Wednesday, 18 February 2009 13:25:39 (GMT+3)   |  
       

When the Aluminum Corporation of China (Chinalco) and US aluminum producer Alcoa bought a 12 percent stake in Rio Tinto with USD 14.05 billion in February 2008, they did not expect that the Rio Tinto share price would decline by 70 percent within the space of just a single year, resulting in a loss on paper of USD 10 billion on Chinalco's side.

However, Rio Tinto is the more unfortunate party as its debt has increased to nearly USD 40 billion following its purchase of Canada's Alcan in 2007. Rio Tinto has to repay USD 10 billion of the debt by the end of 2009, but it is unable to obtain loans from commercial banks because of the global credit crisis. Though it sold many of its assets to raise money, Rio Tinto has still been obliged to seek capital from new investors in order to make up the shortfall.

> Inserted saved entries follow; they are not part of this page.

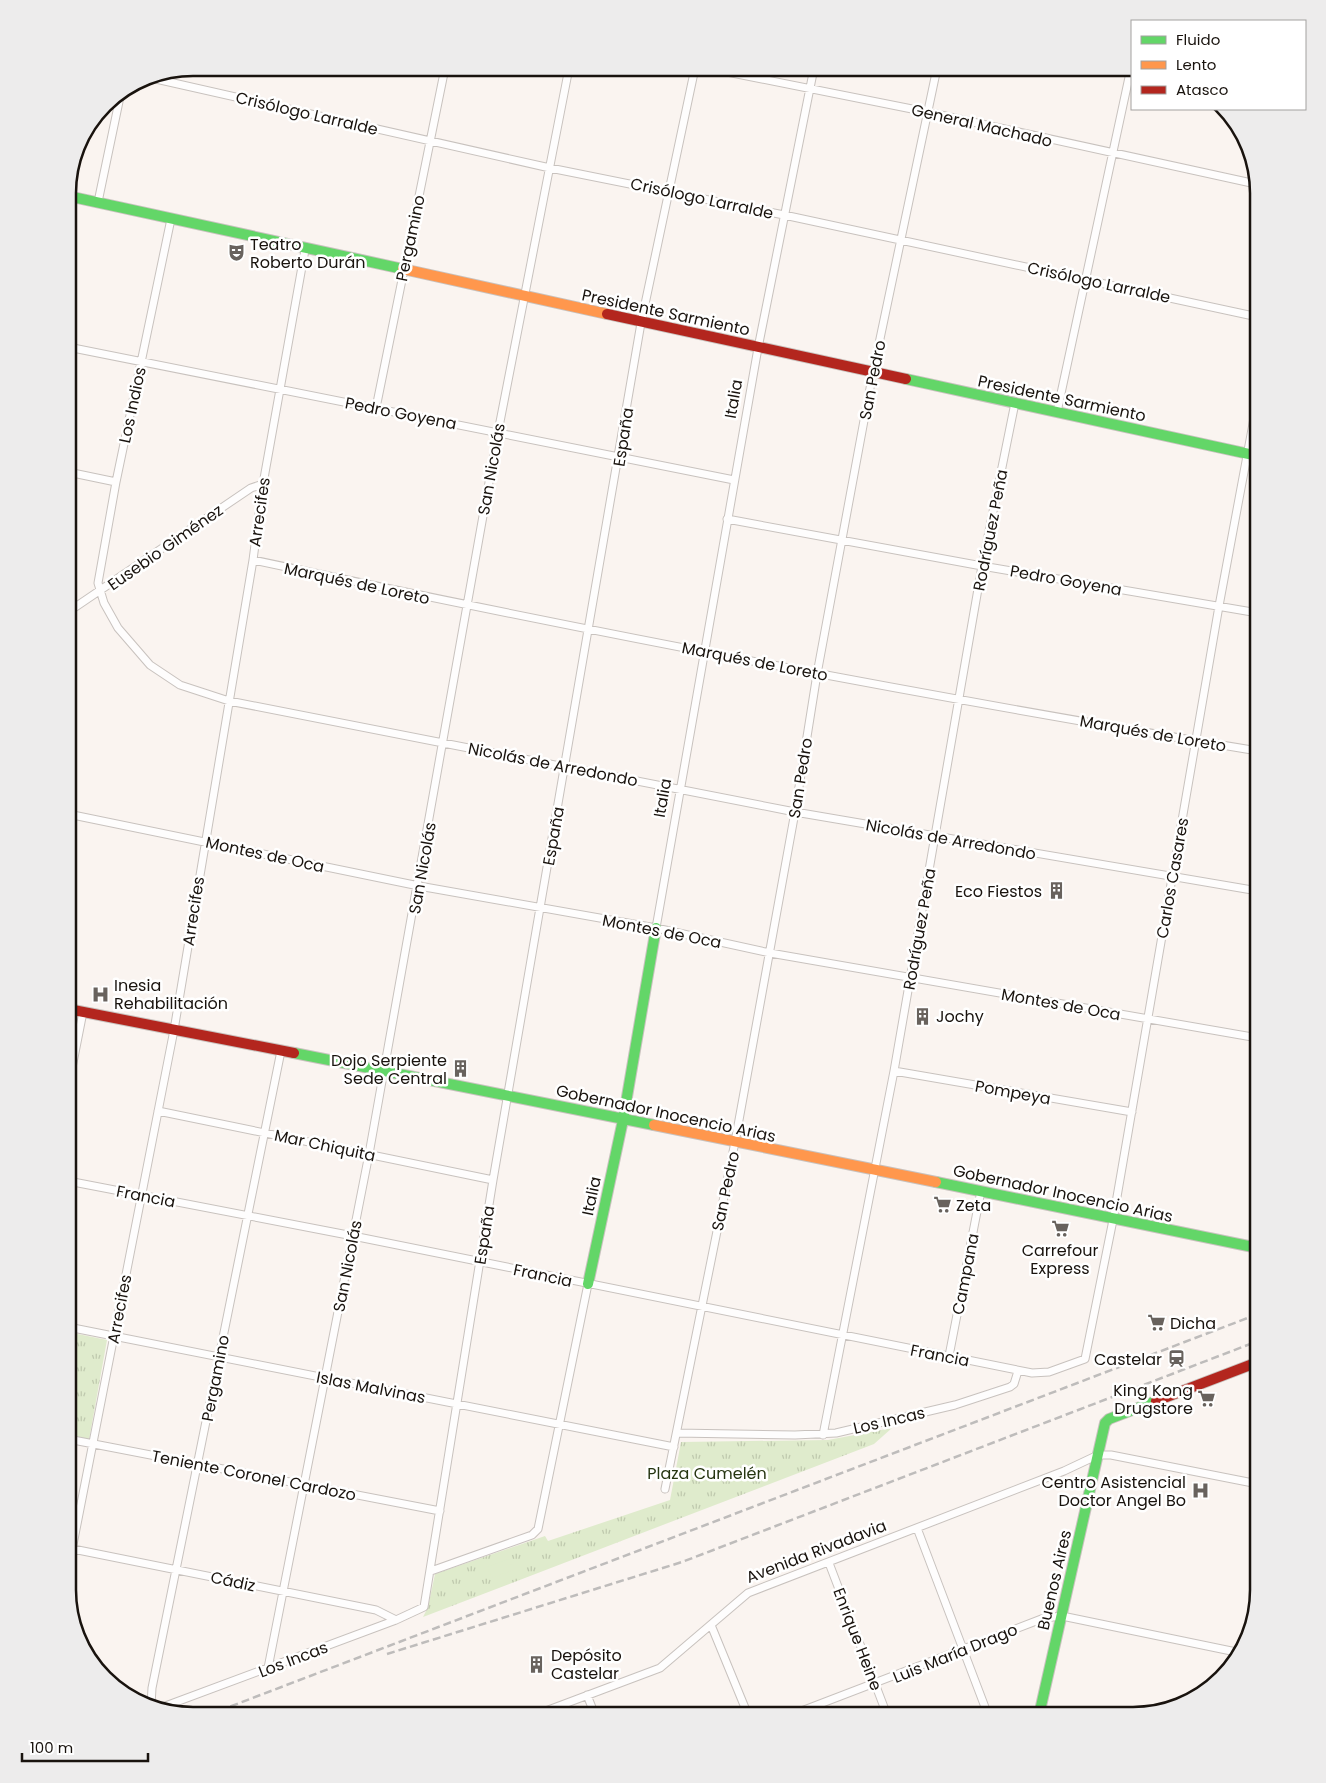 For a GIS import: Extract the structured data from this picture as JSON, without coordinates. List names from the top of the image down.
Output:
{
  "streets": {
    "street": [
      "Crisólogo Larralde",
      "General Machado",
      "Pergamino",
      "Presidente Sarmiento",
      "San Pedro",
      "Italia",
      "Los Indios",
      "Pedro Goyena",
      "España",
      "San Nicolás",
      "Arrecifes",
      "Rodríguez Peña",
      "Eusebio Giménez",
      "Marqués de Loreto",
      "Nicolás de Arredondo",
      "Montes de Oca",
      "Carlos Casares",
      "Pompeya",
      "Gobernador Inocencio Arias",
      "Mar Chiquita",
      "Francia",
      "Campana",
      "Islas Malvinas",
      "Los Incas",
      "Teniente Coronel Cardozo",
      "Avenida Rivadavia",
      "Buenos Aires",
      "Cádiz",
      "Enrique Heine",
      "Luis María Drago"
    ]
  },
  "crossings": [
    ["Crisólogo Larralde", "Pergamino"],
    ["Crisólogo Larralde", "San Pedro"],
    ["Crisólogo Larralde", "Italia"],
    ["Crisólogo Larralde", "España"],
    ["Crisólogo Larralde", "San Nicolás"],
    ["General Machado", "San Pedro"],
    ["General Machado", "Italia"],
    ["Pergamino", "Presidente Sarmiento"],
    ["Pergamino", "Pedro Goyena"],
    ["Pergamino", "Gobernador Inocencio Arias"],
    ["Pergamino", "Mar Chiquita"],
    ["Pergamino", "Francia"],
    ["Pergamino", "Islas Malvinas"],
    ["Pergamino", "Teniente Coronel Cardozo"],
    ["Pergamino", "Cádiz"],
    ["Presidente Sarmiento", "San Pedro"],
    ["Presidente Sarmiento", "Italia"],
    ["Presidente Sarmiento", "Los Indios"],
    ["Presidente Sarmiento", "España"],
    ["Presidente Sarmiento", "San Nicolás"],
    ["Presidente Sarmiento", "Arrecifes"],
    ["Presidente Sarmiento", "Rodríguez Peña"],
    ["Presidente Sarmiento", "Carlos Casares"],
    ["San Pedro", "Pedro Goyena"],
    ["San Pedro", "Marqués de Loreto"],
    ["San Pedro", "Nicolás de Arredondo"],
    ["San Pedro", "Montes de Oca"],
    ["San Pedro", "Gobernador Inocencio Arias"],
    ["San Pedro", "Francia"],
    ["San Pedro", "Islas Malvinas"],
    ["San Pedro", "Los Incas"],
    ["Italia", "Pedro Goyena"],
    ["Italia", "España"],
    ["Italia", "Marqués de Loreto"],
    ["Italia", "Nicolás de Arredondo"],
    ["Italia", "Montes de Oca"],
    ["Italia", "Gobernador Inocencio Arias"],
    ["Italia", "Francia"],
    ["Italia", "Islas Malvinas"],
    ["Los Indios", "Pedro Goyena"],
    ["Los Indios", "Eusebio Giménez"],
    ["Los Indios", "Nicolás de Arredondo"],
    ["Pedro Goyena", "España"],
    ["Pedro Goyena", "San Nicolás"],
    ["Pedro Goyena", "Arrecifes"],
    ["Pedro Goyena", "Rodríguez Peña"],
    ["Pedro Goyena", "Carlos Casares"],
    ["España", "Marqués de Loreto"],
    ["España", "Nicolás de Arredondo"],
    ["España", "Montes de Oca"],
    ["España", "Gobernador Inocencio Arias"],
    ["España", "Mar Chiquita"],
    ["España", "Francia"],
    ["España", "Islas Malvinas"],
    ["España", "Los Incas"],
    ["España", "Teniente Coronel Cardozo"],
    ["San Nicolás", "Marqués de Loreto"],
    ["San Nicolás", "Nicolás de Arredondo"],
    ["San Nicolás", "Montes de Oca"],
    ["San Nicolás", "Gobernador Inocencio Arias"],
    ["San Nicolás", "Mar Chiquita"],
    ["San Nicolás", "Francia"],
    ["San Nicolás", "Islas Malvinas"],
    ["San Nicolás", "Los Incas"],
    ["San Nicolás", "Teniente Coronel Cardozo"],
    ["San Nicolás", "Cádiz"],
    ["Arrecifes", "Eusebio Giménez"],
    ["Arrecifes", "Marqués de Loreto"],
    ["Arrecifes", "Nicolás de Arredondo"],
    ["Arrecifes", "Montes de Oca"],
    ["Arrecifes", "Gobernador Inocencio Arias"],
    ["Arrecifes", "Mar Chiquita"],
    ["Arrecifes", "Francia"],
    ["Arrecifes", "Islas Malvinas"],
    ["Arrecifes", "Teniente Coronel Cardozo"],
    ["Rodríguez Peña", "Marqués de Loreto"],
    ["Rodríguez Peña", "Nicolás de Arredondo"],
    ["Rodríguez Peña", "Montes de Oca"],
    ["Rodríguez Peña", "Pompeya"],
    ["Rodríguez Peña", "Gobernador Inocencio Arias"],
    ["Rodríguez Peña", "Francia"],
    ["Rodríguez Peña", "Los Incas"],
    ["Eusebio Giménez", "Nicolás de Arredondo"],
    ["Marqués de Loreto", "Carlos Casares"],
    ["Nicolás de Arredondo", "Carlos Casares"],
    ["Montes de Oca", "Carlos Casares"],
    ["Carlos Casares", "Pompeya"],
    ["Carlos Casares", "Gobernador Inocencio Arias"],
    ["Carlos Casares", "Francia"],
    ["Carlos Casares", "Los Incas"],
    ["Gobernador Inocencio Arias", "Campana"],
    ["Francia", "Campana"],
    ["Francia", "Los Incas"],
    ["Los Incas", "Cádiz"],
    ["Avenida Rivadavia", "Buenos Aires"],
    ["Avenida Rivadavia", "Enrique Heine"],
    ["Buenos Aires", "Luis María Drago"],
    ["Enrique Heine", "Luis María Drago"]
  ],
  "parks": ["Plaza Cumelén"],
  "places": {
    "theatre": ["Teatro Roberto Durán"],
    "building": [
      "Eco Fiestos",
      "Jochy",
      "Dojo Serpiente Sede Central",
      "Depósito Castelar"
    ],
    "hospital": ["Inesia Rehabilitación", "Centro Asistencial Doctor Angel Bo"],
    "supermarket": [
      "Zeta",
      "Carrefour Express",
      "Dicha",
      "King Kong Drugstore"
    ],
    "station": ["Castelar"]
  },
  "legend": ["Fluido", "Lento", "Atasco"],
  "scale_bar": "100 m"
}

At the beginning of February 2009, there was a rumor that Rio Tinto was negotiating with Chinalco for finance in the range of USD 9 billion to USD 15 billion. Lu Youqing, vice president of Chinalco confirmed the news that the two parties were in negotiations but had yet to reach an agreement. Due to the sharp decline of Rio Tinto's stock price, if the negotiations were successful Chinalco would be able to purchase at a lower price. 

As talks proceeded, news came that both Chinalco and Rio Tinto were making personnel changes among their senior management teams. It is obvious that the replacement of Jim Leng, Rio Tinto's newly-elected board chairman, was intended to pave the way for the two parties to reach agreement. Mr. Leng issued a statement saying that he quit because he had different ideas from the management regarding the approach needed to deal with the company's debt; notably, the other board members were excited about obtaining further investment from Chinalco, the biggest shareholder in Rio Tinto. At the current economic juncture, large corporations in the West are now unable to put together sufficient funds to purchase Rio Tinto's shares and assets, and the interests of the existing shareholders would be diluted if shares in Rio Tinto were sold off through the stock market. As a result, Chinalco was practically the only logical choice for Rio Tinto.

After strenuous efforts by both sides, an agreement was finally reached on February 12, 2009. According to the agreement, Aluminum Corp. of China (Chinalco) will invest $19.5 billion in Rio Tinto Group, easing the Anglo-Australian miner's heavy debt burden while securing Chinese access to long-coveted mining resources. The deal is China's biggest overseas investment to date and will almost double Chinalco's existing 9.3 percent stake in Rio Tinto Group to 18 percent. Meanwhile, the deal entitles Chinalco to nominate two non-executive board members to join the company's 15-member board.

Rio Tinto will retain operational control of the joint ventures, with the Chinese company holding a maximum stake of 50 percent in the aluminum mine at Yarwun, Australia. Chinalco's stakes in other joint ventures will range from 15 percent to 49 percent.

After the announcement of the agreement, some small shareholders expressed their dissatisfaction that the deal, in their view, had inclined too much towards Chinalco's side, and they stated their concern that their interests would not be looked after. Experts believe that Rio Tinto made its choice based on its eagerness for capital to relieve its debt burden and cash flow pressures; otherwise it would have had to face bankruptcy.

Though the two parties have already reached agreement, there still remains a question over whether the project will be approved by Rio Tinto's shareholders and by the Australian government.